Тысяча девятьсот семьдесят седьмой? Похоже на правду. Она родилась на два года позже, а мужчина выглядел её ровесником — и это ещё раз доказывало, что перед ней сидит не тот, за кого она его приняла. Чему он так радуется? Наконец до неё дошло:

— О! С днём рождения!

— Золотце, праздник устраивать незачем. — Он снова откинулся на спинку. — У меня каждый день — день рождения.

Насмешливая ухмылка подействовала на неё как удар под дых.

— Сержант. — Кара выпрямилась и скрестила руки на груди, затянутой в униформу.

— Что?

— Сержант, а не золотце.

Он закатил глаза и поднял руки ладонями вверх:

— Послушайте, сержант. Я не шовинист. И считаю, это круто, что сейчас цыпочки могут носить оружие. Я просто пытаюсь быть доброжелательным.

«Доброжелательным, ага, так я тебе и поверила».

— Вы понимаете, что серьёзно влипли? Вы ударили моего напарника.

— Свинья он — ваш напарник.

«Да, с этим не поспоришь». Чтобы удержаться от улыбки, пришлось прикусить губу.

— Послушайте, мистер Реддик. Мне кажется, вы не такой уж плохой парень, и я была бы рада отправить вас в приют или отослать домой вымаливать прощение у жены, или кто там выпер вас на улицу прошлой ночью. Вы же почему-то из кожи вон лезете, чтобы я пожалела о своём желании вам помочь.
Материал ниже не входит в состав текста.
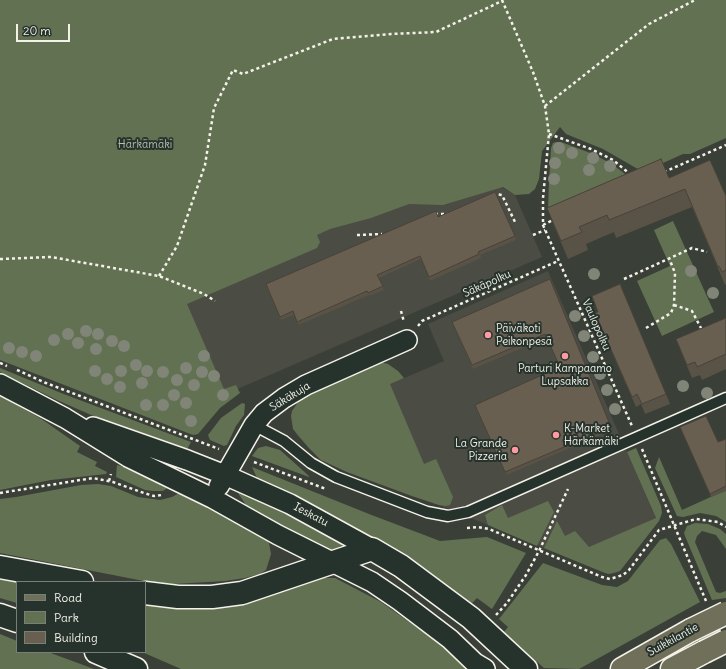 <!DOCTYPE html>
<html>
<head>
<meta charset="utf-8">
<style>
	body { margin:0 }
	#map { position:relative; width:726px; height:669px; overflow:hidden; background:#3a4038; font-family:Delius,sans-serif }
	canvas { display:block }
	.legend { position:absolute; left:16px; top:581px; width:130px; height:72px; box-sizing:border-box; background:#26332d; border:1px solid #787f78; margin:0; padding:5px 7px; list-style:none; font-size:12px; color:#f4f1e8 }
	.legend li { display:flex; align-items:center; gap:8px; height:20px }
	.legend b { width:20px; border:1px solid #787f78 }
	.scale { position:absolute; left:16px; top:24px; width:54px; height:18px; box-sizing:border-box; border:2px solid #f4f1e8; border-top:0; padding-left:5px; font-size:12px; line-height:14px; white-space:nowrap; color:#f4f1e8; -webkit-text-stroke:3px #26332d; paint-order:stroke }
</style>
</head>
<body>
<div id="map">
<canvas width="726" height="669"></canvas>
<ul class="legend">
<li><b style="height:5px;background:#706f59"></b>Road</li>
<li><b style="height:11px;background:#637153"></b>Park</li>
<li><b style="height:11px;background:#685f51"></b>Building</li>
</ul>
<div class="scale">20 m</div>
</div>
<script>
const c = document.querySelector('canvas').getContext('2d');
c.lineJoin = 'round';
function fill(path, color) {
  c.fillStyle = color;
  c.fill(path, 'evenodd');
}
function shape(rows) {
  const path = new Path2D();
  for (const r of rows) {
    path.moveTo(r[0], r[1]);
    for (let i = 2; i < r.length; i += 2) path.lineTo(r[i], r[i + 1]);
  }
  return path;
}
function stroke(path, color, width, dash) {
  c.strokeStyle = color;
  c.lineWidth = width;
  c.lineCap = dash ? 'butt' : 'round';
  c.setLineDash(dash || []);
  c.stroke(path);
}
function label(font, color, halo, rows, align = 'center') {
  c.font = font + ' Delius,sans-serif';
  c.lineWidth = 4;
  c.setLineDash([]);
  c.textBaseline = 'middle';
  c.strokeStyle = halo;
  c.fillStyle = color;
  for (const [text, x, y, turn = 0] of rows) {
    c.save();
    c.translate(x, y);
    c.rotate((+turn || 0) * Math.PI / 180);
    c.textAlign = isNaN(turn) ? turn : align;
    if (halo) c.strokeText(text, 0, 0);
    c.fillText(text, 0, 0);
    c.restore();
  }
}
const built = shape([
	[464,165,515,195,542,257,219,397,173,291],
	[548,271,657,521,620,571,616,573,609,574,605,573,439,505,412,496,347,472,321,460,308,447,296,434,292,423,292,411,299,401,402,379,444,361,428,324]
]);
const green = shape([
	[0,0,726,0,726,138,690,154,683,154,643,172,603,149,566,134,560,127,542,151,539,179,535,189,529,194,515,195,503,187,443,205,409,204,371,218,330,229,317,235,320,242,317,248,187,304,224,389,236,385,240,393,220,408,198,434,193,435,0,360],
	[556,142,561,142,593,154,612,164,625,174,630,181,552,215,549,213,548,210,549,181,551,148,553,143],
	[673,221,714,312,662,336,637,281,670,266,654,230],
	[380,362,388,364,398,371,404,378,390,384,424,464,436,459,453,497,450,505,446,506,439,505,412,496,347,472,321,460,308,447,293,429,291,416,292,411,299,401,310,393],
	[0,368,61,393,191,442,185,453,114,425,57,400,0,372],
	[0,396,40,418,80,446,77,452,97,462,95,466,107,472,106,474,51,480,0,490],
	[242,403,245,404,244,415,236,426,227,445,224,446,210,440,208,435,221,418],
	[266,446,280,450,309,476,309,477,252,456,258,448],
	[636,448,661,506,662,513,659,521,620,571,609,574,605,573,544,548,557,521,565,536,575,531,589,547,656,518,627,452],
	[659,457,682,510,726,490,726,522,716,516,700,513,683,517,677,516,655,468],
	[117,465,136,470,170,486,163,491,153,491,145,490,116,477],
	[252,467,369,514,440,541,487,537,526,553,492,609,477,598,472,603,269,486,257,478],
	[98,484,111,486,138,497,160,500,172,497,181,492,264,536,269,543,271,554,266,570,260,574,245,578,225,581,174,584,149,582,0,553,0,499,16,497,81,485],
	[241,490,345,541,343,545,330,551,323,550,252,511,246,505,238,493,238,491],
	[548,501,554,512,537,546,488,525,485,515,502,505,508,518],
	[695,523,708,524,720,529,726,534,726,549,716,535,702,531,697,536,695,542,716,592,720,593,726,591,726,598,712,600,685,536,684,533,687,526],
	[666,538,671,544,700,602,579,669,544,668,504,632,508,627,499,619,543,563,602,585,617,587,628,581,660,540],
	[0,575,38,582,17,582,17,603,0,598],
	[318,578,335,578,381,602,440,644,467,669,181,669,142,652,145,652,145,602],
	[0,634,17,641,17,652,48,652,94,669,0,669]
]);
const path = shape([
	[502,0,533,72,545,106,549,134,543,198,543,225,632,426],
	[545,106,649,24,695,0],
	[549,134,591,149,613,160,630,174],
	[664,172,726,145],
	[493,195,495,194,502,195,516,224],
	[435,214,448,214],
	[543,225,553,220],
	[357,235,382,234],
	[533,235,545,230],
	[0,259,51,257,159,276,204,294,215,301],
	[159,276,177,246,205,165,214,108,233,70,243,74,333,39,391,34,436,32,502,1],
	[624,279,692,248,707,252],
	[674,305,692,311,702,330],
	[401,311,404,322],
	[418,326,422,321,558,261],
	[646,328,671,313,674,305,675,273,669,258],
	[0,363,7,366],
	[17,370,46,383,219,449],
	[642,449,706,601],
	[254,462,326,489],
	[109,481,111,474],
	[0,493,93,478,113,482,144,493,154,496,162,495],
	[467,528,478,527,489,529,602,577,610,579,623,575,629,570,659,530,696,519,718,522,726,527],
	[496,615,507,603,526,575,539,551,568,489]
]);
const service = shape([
	[254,425,284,441,311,463,336,477,427,512,448,516,468,512,726,398]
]);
const minor = shape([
	[0,384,65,418,128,457,212,498,278,535,372,582,400,601,450,639,475,663,485,669],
	[93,427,187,460,225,475,290,504,372,549],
	[219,486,254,425,264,413,284,398,306,385,407,340]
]);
const secondary = shape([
	[0,567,82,582],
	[145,593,178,597,212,597,242,593,372,549,401,566,471,618,526,669],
	[0,615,17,621],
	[96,652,136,669]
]);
const primary = shape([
	[622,669,691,630],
	[672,669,704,652]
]);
const primaryBridge = shape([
	[691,630,726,613],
	[704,652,726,641]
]);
const trees = [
	[559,148],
	[572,153],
	[593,158],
	[555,163],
	[610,166],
	[589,170],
	[554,179],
	[691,271],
	[594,274],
	[713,293],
	[575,316],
	[86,331],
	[68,334],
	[98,334],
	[584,336],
	[54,340],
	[112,341],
	[78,343],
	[124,346],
	[9,348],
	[96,349],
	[22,352],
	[36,356],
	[204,356],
	[593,357],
	[136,365],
	[186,368],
	[95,371],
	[121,371],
	[147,371],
	[163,372],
	[202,372],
	[600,374],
	[214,376],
	[107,379],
	[177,380],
	[142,383],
	[194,385],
	[683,386],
	[120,387],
	[607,390],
	[707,393],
	[174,395],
	[223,395],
	[186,403],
	[146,405],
	[163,405],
	[615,409],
	[191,421]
];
const wall = shape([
	[669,178,726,196,726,284,725,285,692,207,616,238,614,232,586,244,588,250,568,259,554,226,547,208],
	[438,217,515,236,516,240,480,255,481,258,430,281,421,259,379,278,384,290,369,296,369,295,299,325,294,315,281,320,267,288],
	[550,279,612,430,507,475,476,409,560,367,546,338,473,369,453,325],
	[592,296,666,394,670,404,645,414,641,404,636,407,599,323,595,313,598,312],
	[726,318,726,369,702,380,700,375,692,378,681,352,676,339],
	[682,431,718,442,726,439,726,491,711,497]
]);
const building = shape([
	[661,159,669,178,710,160,726,196,726,271,726,270,722,272,719,266,718,267,685,189,609,220,607,215,579,227,582,232,561,241,547,208,661,159],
	[495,192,515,236,478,252,479,254,429,277,420,256,377,275,383,286,368,293,367,291,297,322,293,311,280,317,266,284,436,211,438,217,495,192],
	[550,279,611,427,505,472,475,405,560,367,545,334,472,365,452,322,550,279],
	[620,284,666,394,642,404,637,394,632,397,595,313,598,312,592,296,620,284],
	[726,318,726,354,697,367,695,362,687,365,676,339,726,318],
	[706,416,718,442,726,439,726,486,710,494,680,427,706,416]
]);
const markers = [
	[488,335,4,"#ff9aa2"],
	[565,356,4,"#ff9aa2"],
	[556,435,4,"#ff9aa2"],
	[515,450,4,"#ff9aa2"]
];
const parkNames = [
	["Härkämäki",145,145]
];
const streetNames = [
	["Säkäpolku",487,284,-24],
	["Vaulopolku",596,325,66],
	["Säkäkuja",290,397,-32],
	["Ieskatu",311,515,28],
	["Suikkilantie",673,640,-29]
];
const poiNames = [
	["Päiväkoti",496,329],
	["Peikonpesä",496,342],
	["Parturi Kampaamo",565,369,"center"],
	["Lupsakka",565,382,"center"],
	["K-Market",564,429],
	["Härkämäki",564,442],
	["La Grande",507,444,"right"],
	["Pizzeria",507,457,"right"]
];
fill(built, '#4b4c43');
fill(green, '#637153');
stroke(service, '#f4f1e8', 13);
stroke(minor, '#f4f1e8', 22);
stroke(secondary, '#f4f1e8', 25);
stroke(primary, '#f4f1e8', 25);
stroke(path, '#f4f1e8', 2.5, [3, 3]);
stroke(service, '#26332d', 10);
stroke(minor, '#26332d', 19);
stroke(secondary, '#26332d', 22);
stroke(primary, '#706f59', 22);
stroke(primaryBridge, '#f4f1e8', 25, []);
stroke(primaryBridge, '#706f59', 22);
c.fillStyle = '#808578';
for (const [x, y] of trees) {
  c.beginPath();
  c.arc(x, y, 6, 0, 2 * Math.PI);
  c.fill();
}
fill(wall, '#595246');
fill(building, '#685f51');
stroke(building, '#494239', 1);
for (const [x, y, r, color] of markers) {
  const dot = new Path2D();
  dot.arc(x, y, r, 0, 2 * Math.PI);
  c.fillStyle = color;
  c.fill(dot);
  stroke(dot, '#26332d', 1.5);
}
label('11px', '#babeac', '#26332d', parkNames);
label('11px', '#f4f1e8', '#26332d', streetNames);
label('11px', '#f4f1e8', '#26332d', poiNames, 'left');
</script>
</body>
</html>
Вам что, хочется провести пару месяцев за решёткой?

Он пожал плечами.

Кара снова склонилась к нему, уперевшись ладонями в стол:

— Поверьте, у нас жуткая очередь из дел на рассмотрение. Сто лет пройдёт, прежде чем вы предстанете перед судьёй.

— Да делайте, что хотите. — Он насмешливо приподнял бровь. — Я точно знаю, где окажусь завтра на рассвете, и это будет не камера, которой вы мне грозите. Зуб даю.

— Ну надо же! Думаете, не стану отправлять вас под суд? — Он читал её, как раскрытую книгу. Чёрт бы его побрал!

Он шевельнул кистью, и край чего-то острого натянул ткань кармана его брюк.

С колотящимся сердцем Кара вскочила, расставила ноги и положила руку на пистолет.

— Что там у вас в карманах? На стол! Быстро.

Как же можно было настолько потерять хватку и не проверить их раньше!

Пожав плечами, он вынул золотую зажигалку и пачку жевательной резинки из одного кармана пиджака, смятый конверт и маленький ключик из другого. Резинка хоть и американской фирмы — надпись на пачке гласила «Wrigley», — но, видимо, куплена за границей, таких упаковок Кара раньше не видела. По-прежнему держа руку на оружии, она наблюдала, как мужчина вытащил из брюк и вывалил на стол пригоршню банкнот и монет. Три долларовые бумажки, тоже странные. Фальшивки? Может быть. Уж точно не из недавно выпущенных.

— Другой карман.

Он вытащил кулон и, дав повисеть секунду, уронил на металлическую столешницу. Сначала звякнула эмалевая бабочка-подвеска, а потом, шурша, словно медленно сыплющийся песок, зазмеилась цепочка.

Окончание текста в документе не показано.